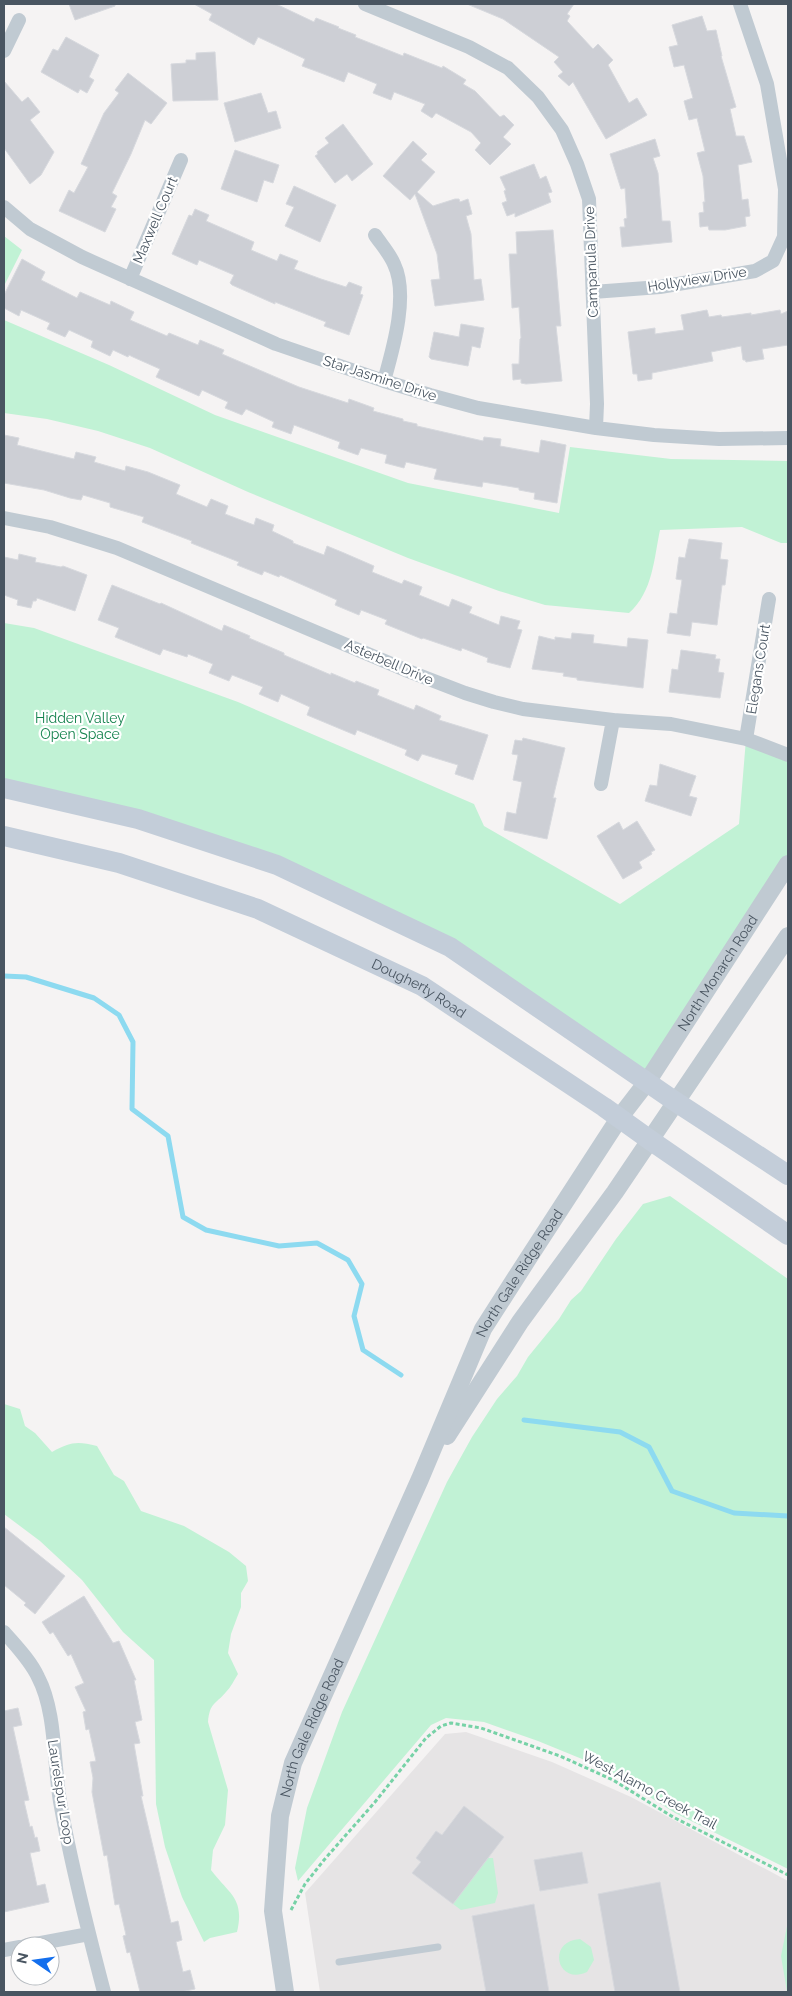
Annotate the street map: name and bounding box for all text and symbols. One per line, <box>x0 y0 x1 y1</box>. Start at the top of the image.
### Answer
street label: Maxwell Court <box>129 174 181 266</box>
street label: Campanula Drive <box>581 206 601 318</box>
street label: Hollyview Drive <box>646 263 748 295</box>
street label: Star Jasmine Drive <box>321 352 439 404</box>
street label: Elegans Court <box>743 622 773 715</box>
street label: Asterbell Drive <box>342 636 436 688</box>
park label: Hidden Valley Open Space <box>35 710 125 742</box>
street label: North Monarch Road <box>674 912 761 1034</box>
street label: Dougherty Road <box>369 956 469 1021</box>
street label: North Gale Ridge Road <box>473 1206 566 1339</box>
street label: North Gale Ridge Road <box>277 1656 347 1799</box>
street label: Laurelspur Loop <box>45 1738 77 1846</box>
street label: West Alamo Creek Trail <box>580 1748 720 1832</box>
north arrow <box>10 1936 60 1986</box>
text: N <box>13 1951 31 1965</box>

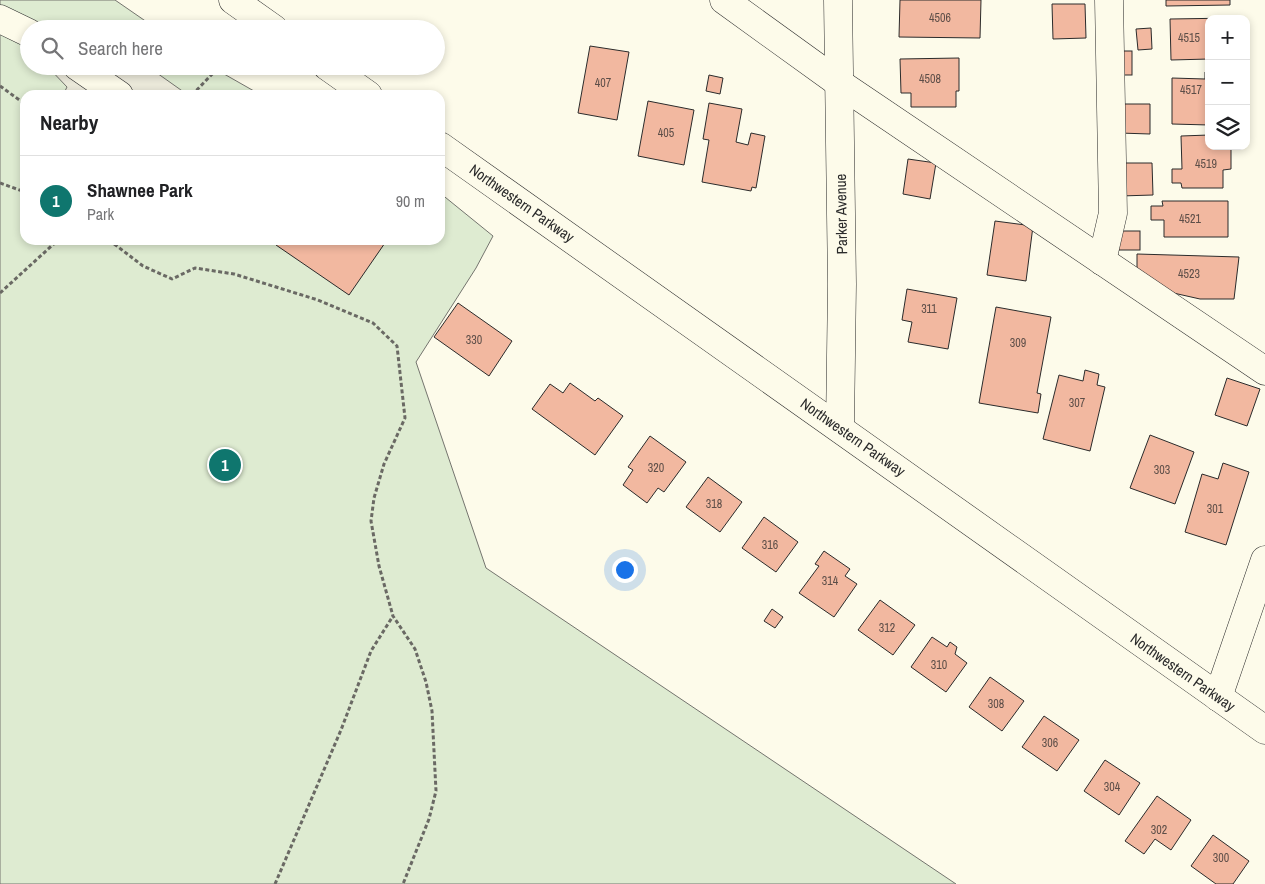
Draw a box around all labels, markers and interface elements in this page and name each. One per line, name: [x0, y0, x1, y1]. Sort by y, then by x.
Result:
house number: 4506: [929, 10, 951, 26]
map controls: [1205, 15, 1250, 150]
button: +: [1205, 15, 1250, 60]
search box: [20, 20, 445, 75]
house number: 4515: [1178, 30, 1200, 46]
icon: search: [38, 34, 66, 62]
text: Search here: [78, 35, 163, 61]
button: −: [1205, 60, 1250, 105]
house number: 4508: [919, 71, 941, 87]
house number: 407: [595, 75, 612, 91]
house number: 4517: [1180, 82, 1202, 98]
button: layers: [1205, 105, 1250, 150]
text: Nearby: [40, 108, 98, 137]
house number: 405: [658, 125, 675, 141]
house number: 4519: [1195, 156, 1217, 172]
street label: Northwestern Parkway: [465, 159, 579, 248]
street label: Parker Avenue: [830, 173, 852, 254]
text: Shawnee Park: [87, 177, 193, 203]
text: 1: [52, 190, 60, 212]
text: 90 m: [396, 190, 425, 212]
text: Park: [87, 203, 114, 225]
house number: 4521: [1179, 211, 1201, 227]
house number: 4523: [1178, 266, 1200, 282]
house number: 311: [921, 301, 937, 317]
house number: 330: [466, 332, 482, 348]
house number: 309: [1010, 335, 1026, 351]
street label: Northwestern Parkway: [796, 393, 910, 482]
house number: 307: [1069, 395, 1086, 411]
pin: 1: [209, 446, 241, 484]
house number: 320: [648, 460, 664, 476]
house number: 303: [1154, 462, 1170, 478]
house number: 318: [706, 496, 722, 512]
house number: 301: [1207, 501, 1224, 517]
house number: 316: [762, 537, 778, 553]
your location: [612, 557, 638, 583]
house number: 314: [822, 573, 839, 589]
house number: 312: [879, 620, 895, 636]
street label: Northwestern Parkway: [1126, 628, 1240, 717]
house number: 310: [931, 657, 947, 673]
house number: 308: [988, 696, 1004, 712]
house number: 306: [1042, 735, 1058, 751]
house number: 304: [1104, 779, 1121, 795]
house number: 302: [1151, 822, 1167, 838]
house number: 300: [1213, 850, 1229, 866]

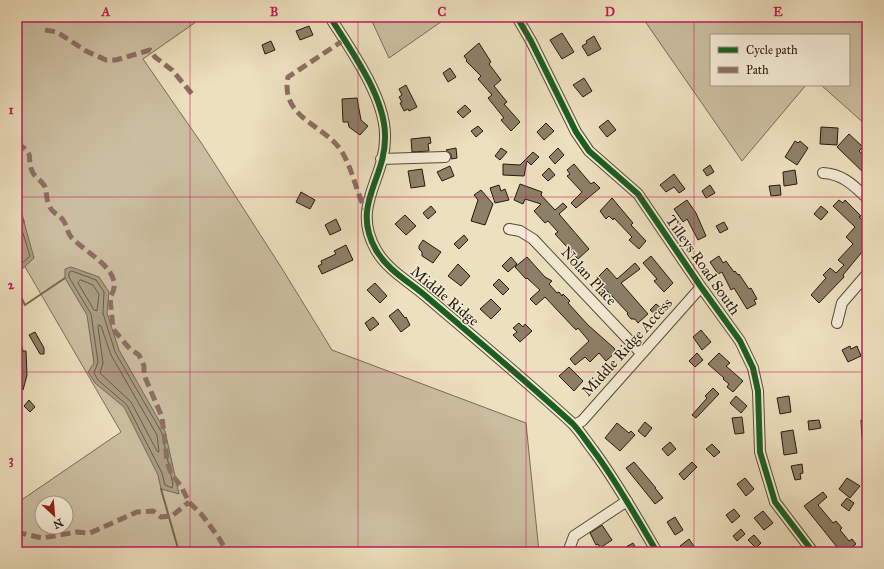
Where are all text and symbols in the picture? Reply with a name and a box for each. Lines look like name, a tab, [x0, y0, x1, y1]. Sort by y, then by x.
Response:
text: A	[101, 4, 111, 20]
text: B	[270, 4, 279, 20]
text: C	[438, 4, 447, 20]
text: D	[605, 4, 615, 20]
text: E	[773, 4, 783, 20]
legend	[710, 34, 850, 86]
text: Cycle path	[746, 43, 798, 57]
text: Path	[746, 63, 769, 77]
text: 1	[8, 102, 14, 118]
street label: Tilleys Road South	[662, 212, 744, 319]
street label: Nolan Place	[557, 243, 621, 309]
street label: Middle Ridge	[407, 262, 483, 330]
text: 2	[8, 277, 15, 293]
street label: Middle Ridge Access	[578, 294, 676, 400]
text: 3	[8, 452, 14, 468]
north arrow	[34, 495, 74, 535]
text: N	[51, 516, 65, 532]

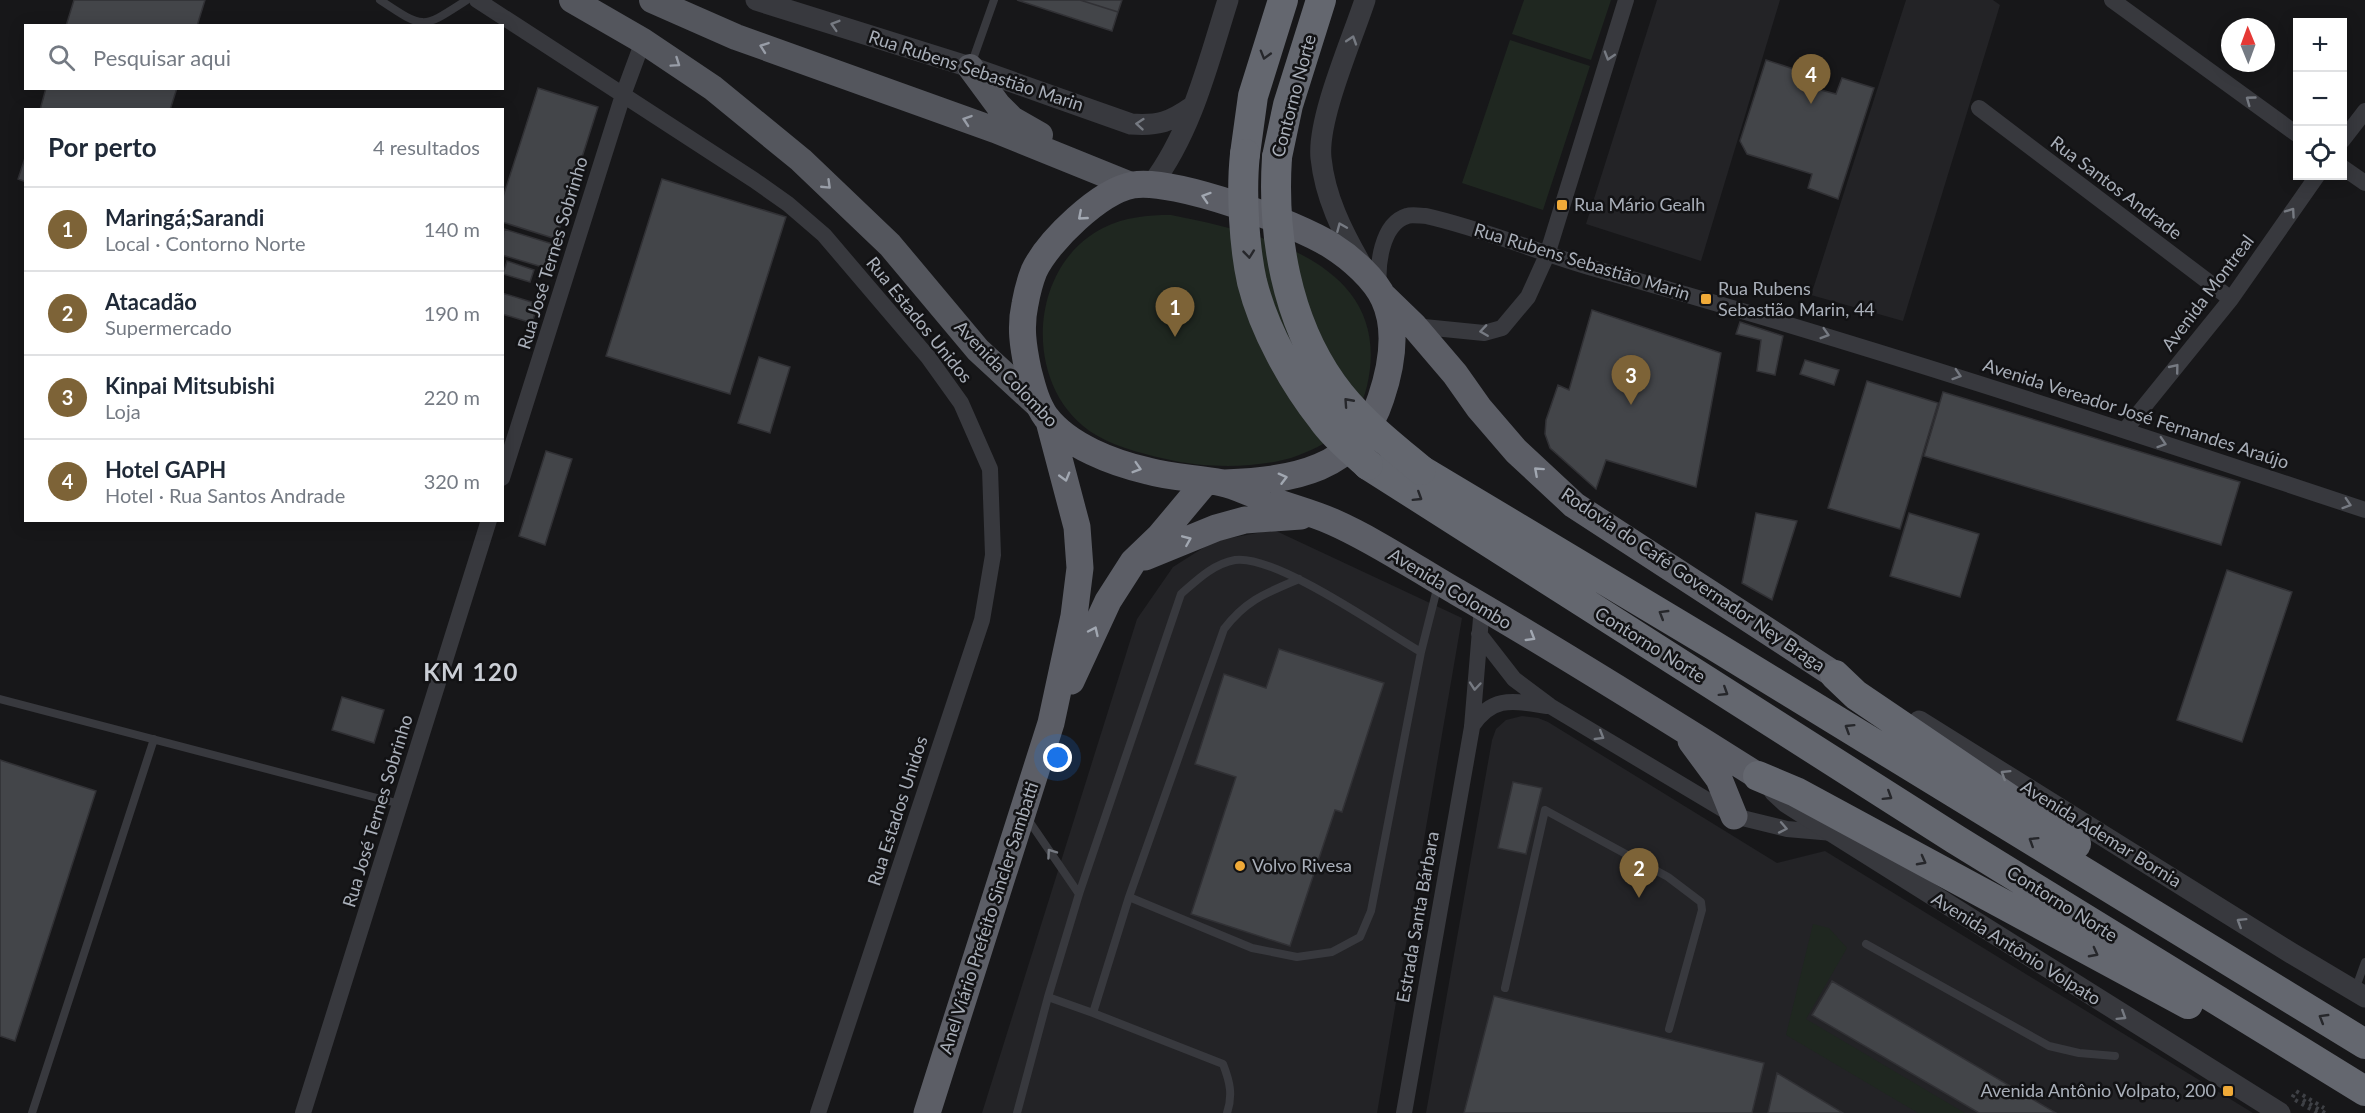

**Task goal:** Say how many lines in the records hold the word "then", giving the number by itself.

**Response for this exercise:** 2